Upon leaving the military, Coleman returned to the University of Michigan, earning a master’s degree in physics in 1958.
Though a Midwesterner by birth and nature, the lure of the emerging aerospace industry, centered in Southern California, was impossible to resist. In 1958, Coleman packed up his ’57 Chevrolet Bel Air and headed west, taking a position as a research scientist at Ramo-Wooldridge Corp in El Segundo. There, Coleman not only began his space research career, but also met his future wife, Doris Ann Fields.
Coleman subsequently took a position at NASA headquarters in Washington, D.C., as a manager of NASA’s interplanetary sciences program before returning to Southern California and earning a Ph.D. in space physics from UCLA in 1966. Coleman was later awarded a Guggenheim Fellowship and a Fulbright Scholarship.
Coleman settled in Pacific Palisades in 1966, joining the faculty at UCLA and establishing a research laboratory in space physics. Coleman’s research led to his collaborations with NASA, most notably on the Explorer satellites, the Pioneer series of deep-space probes, the Mariner series of planetary spacecraft, as well as Apollo’s 15 and 17 and Galileo.
In 1970, NASA awarded Coleman its Exceptional Scientific Achievement Medal for his contributions to the exploration of the solar system. In 1972, he was awarded a second of these medals for his contributions to the exploration of the moon.
Coleman took a leave from UCLA in 1982 when he accepted an appointment to serve as a director at Los Alamos National Laboratory, where he managed the Earth and Space Sciences Division and founded the Institute of Geophysics and Planetary Physics.
Around that time, Coleman was asked to head a small, private nonprofit called the Universities Space Research Association (USRA), which had been chartered to facilitate space-related scientific research and technology development across participating universities. Coleman served as president and CEO of USRA for 19 years until 2000. Under Coleman’s leadership, USRA grew more than twentyfold in size to 500 employees, 13 locations and more than 80 member universities.
In 1985, President Reagan appointed Coleman to the National Commission on Space. The 13-member commission was formed for the purpose of developing “a long-term plan for the civil space program.” Other members included former NASA head Thomas Paine, astronaut Neil Armstrong, test pilot Chuck Yeager and former U.S. ambassador to the United Nations Jeane Kirkpatrick
In 1991, Coleman was appointed by Vice President Quayle to serve on the Vice President’s Space Policy Advisory Board, whose members included former astronaut and U.S. Air Force General James Abrahamson and former astronaut and Secretary of the U.S. Air Force Pete Aldridge.

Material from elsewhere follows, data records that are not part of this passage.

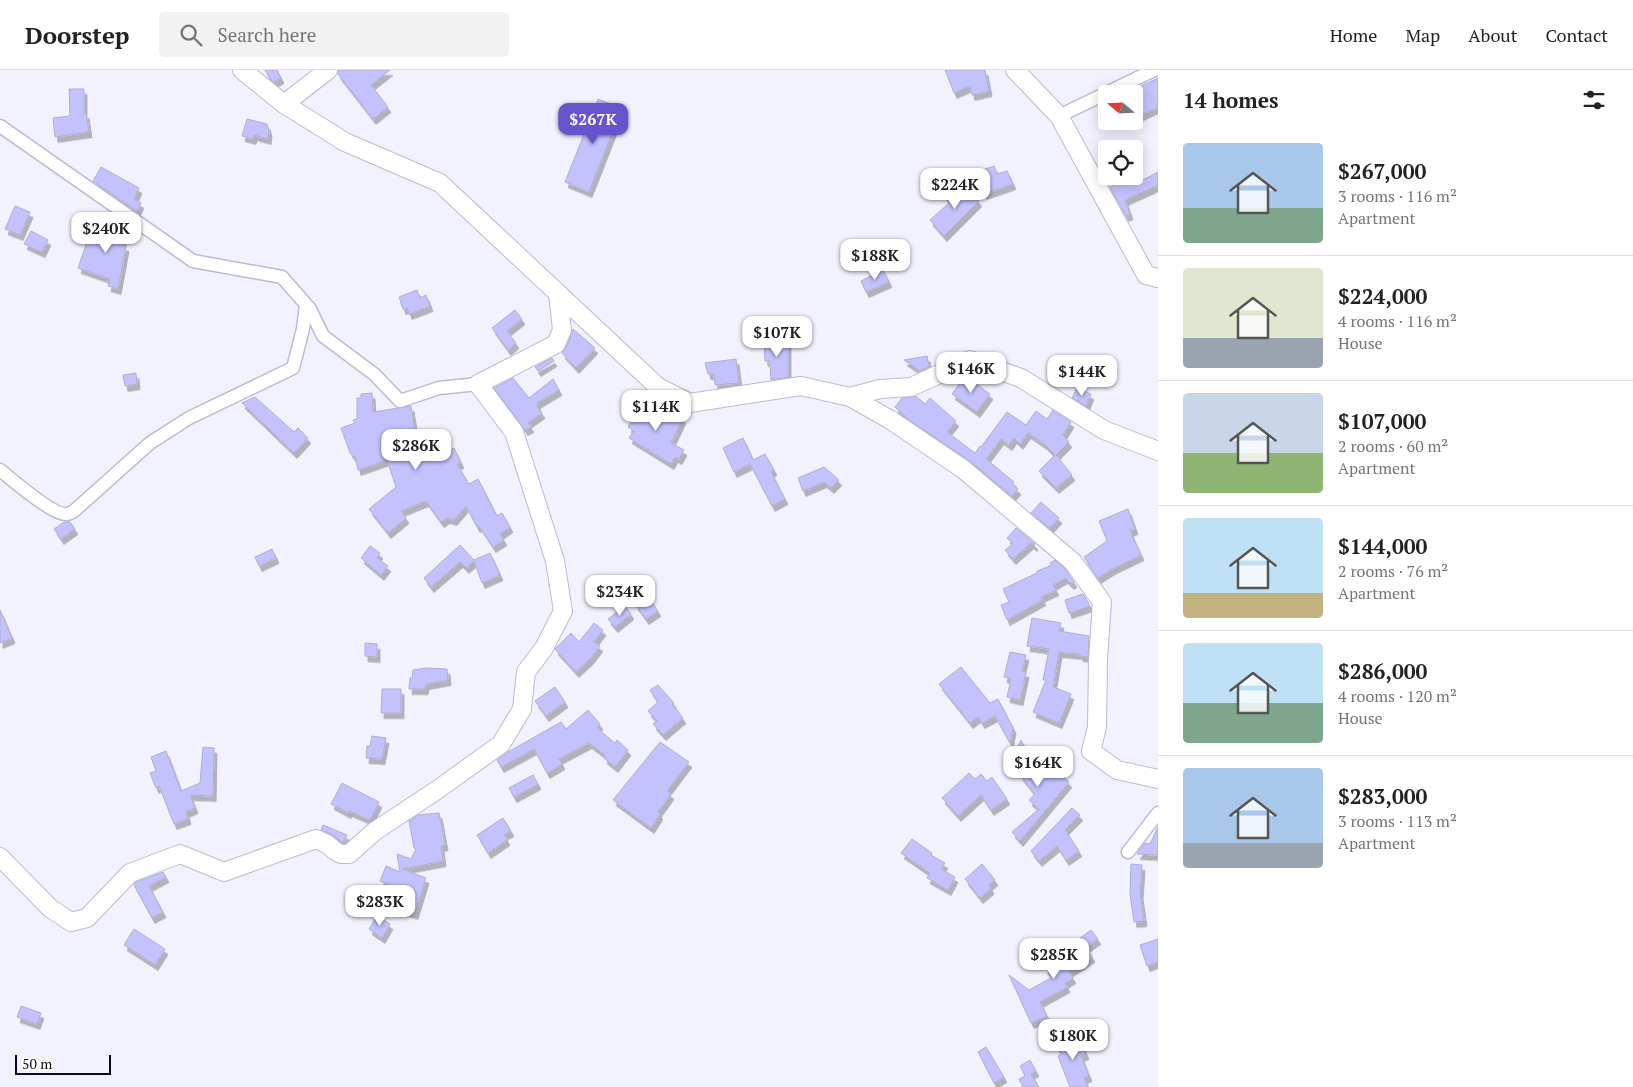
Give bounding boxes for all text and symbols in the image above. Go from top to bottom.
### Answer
search box [159,12,509,57]
text: Doorstep [25,19,129,51]
icon: search [177,21,205,49]
text: Search here [217,22,316,47]
text: Home [1330,23,1377,47]
text: Map [1405,23,1440,47]
text: About [1468,23,1517,47]
text: Contact [1545,23,1608,47]
north arrow [1098,85,1142,130]
map controls [1098,85,1143,185]
text: 14 homes [1183,86,1279,114]
icon: filters [1580,86,1608,114]
pin: $267K [558,102,628,145]
text: $267K [569,108,617,130]
button: locate [1098,140,1143,185]
text: $267,000 [1338,157,1426,185]
icon: home [1223,163,1283,223]
pin: $224K [920,168,990,210]
text: $224K [931,173,979,195]
text: 3 rooms · 116 m² [1338,185,1457,207]
text: Apartment [1338,207,1415,229]
pin: $240K [71,212,141,254]
text: $240K [82,217,130,239]
pin: $188K [840,238,910,281]
text: $188K [851,244,899,266]
text: $224,000 [1338,282,1427,310]
icon: home [1223,288,1283,348]
text: 4 rooms · 116 m² [1338,310,1457,332]
pin: $107K [742,316,812,358]
text: $107K [753,321,801,343]
text: House [1338,332,1383,354]
pin: $146K [936,352,1006,394]
pin: $144K [1047,354,1117,397]
text: $146K [947,357,995,379]
text: $144K [1058,360,1106,382]
pin: $114K [621,390,691,432]
text: $114K [632,395,680,417]
text: $107,000 [1338,407,1426,435]
icon: home [1223,413,1283,473]
pin: $286K [381,428,451,471]
text: $286K [392,434,440,456]
text: 2 rooms · 60 m² [1338,435,1448,457]
text: Apartment [1338,457,1415,479]
text: $144,000 [1338,532,1427,560]
icon: home [1223,538,1283,598]
text: 2 rooms · 76 m² [1338,560,1448,582]
pin: $234K [585,574,655,617]
text: $234K [596,580,644,602]
text: Apartment [1338,582,1415,604]
text: $286,000 [1338,657,1427,685]
icon: home [1223,663,1283,723]
text: 4 rooms · 120 m² [1338,685,1457,707]
text: House [1338,707,1383,729]
pin: $164K [1003,746,1073,788]
text: $164K [1014,751,1062,773]
text: $283,000 [1338,782,1427,810]
icon: home [1223,788,1283,848]
text: 3 rooms · 113 m² [1338,810,1457,832]
text: Apartment [1338,832,1415,854]
pin: $283K [345,884,415,927]
text: $283K [356,890,404,912]
pin: $285K [1019,938,1089,980]
text: $285K [1030,943,1078,965]
pin: $180K [1038,1018,1108,1061]
text: $180K [1049,1024,1097,1046]
scale bar [15,1052,111,1075]
text: 50 m [22,1054,52,1073]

One accomplishment of which Coleman was particularly proud was USRA successfully winning a NASA contract in 1996 to convert a Boeing 747 into a flying astronomical observatory. The Stratospheric Observatory for Infrared Astronomy (SOFIA) project called for installing an eight-foot diameter infrared telescope in the aircraft with a large door in the fuselage that could be opened in flight to allow the telescope to view the sky and study the composition of planetary atmospheres.
Coleman was a strong supporter of public and private-sector efforts to reduce the cost of access to space. He worked on developing new lower cost launch vehicles as well as repurposing intercontinental ballistic missiles (ICBMs) as non-military launch vehicles. Coleman was passionate about inspiring future space scientists, and these cost-effective launch vehicles gave students the thrill of having their instruments catch a ride into space.
Easy going, good-natured, honest, hard working and humble to his core, Coleman was loved by both family and friends. He is survived by his wife of 54 years Doris, sons Derrick and Craig, daughters-in-law Landon and Molly, siblings Eunice, Joe, and John, and grandchildren Jack, Bill, Grace, Jim and Max.
A private family service will be held.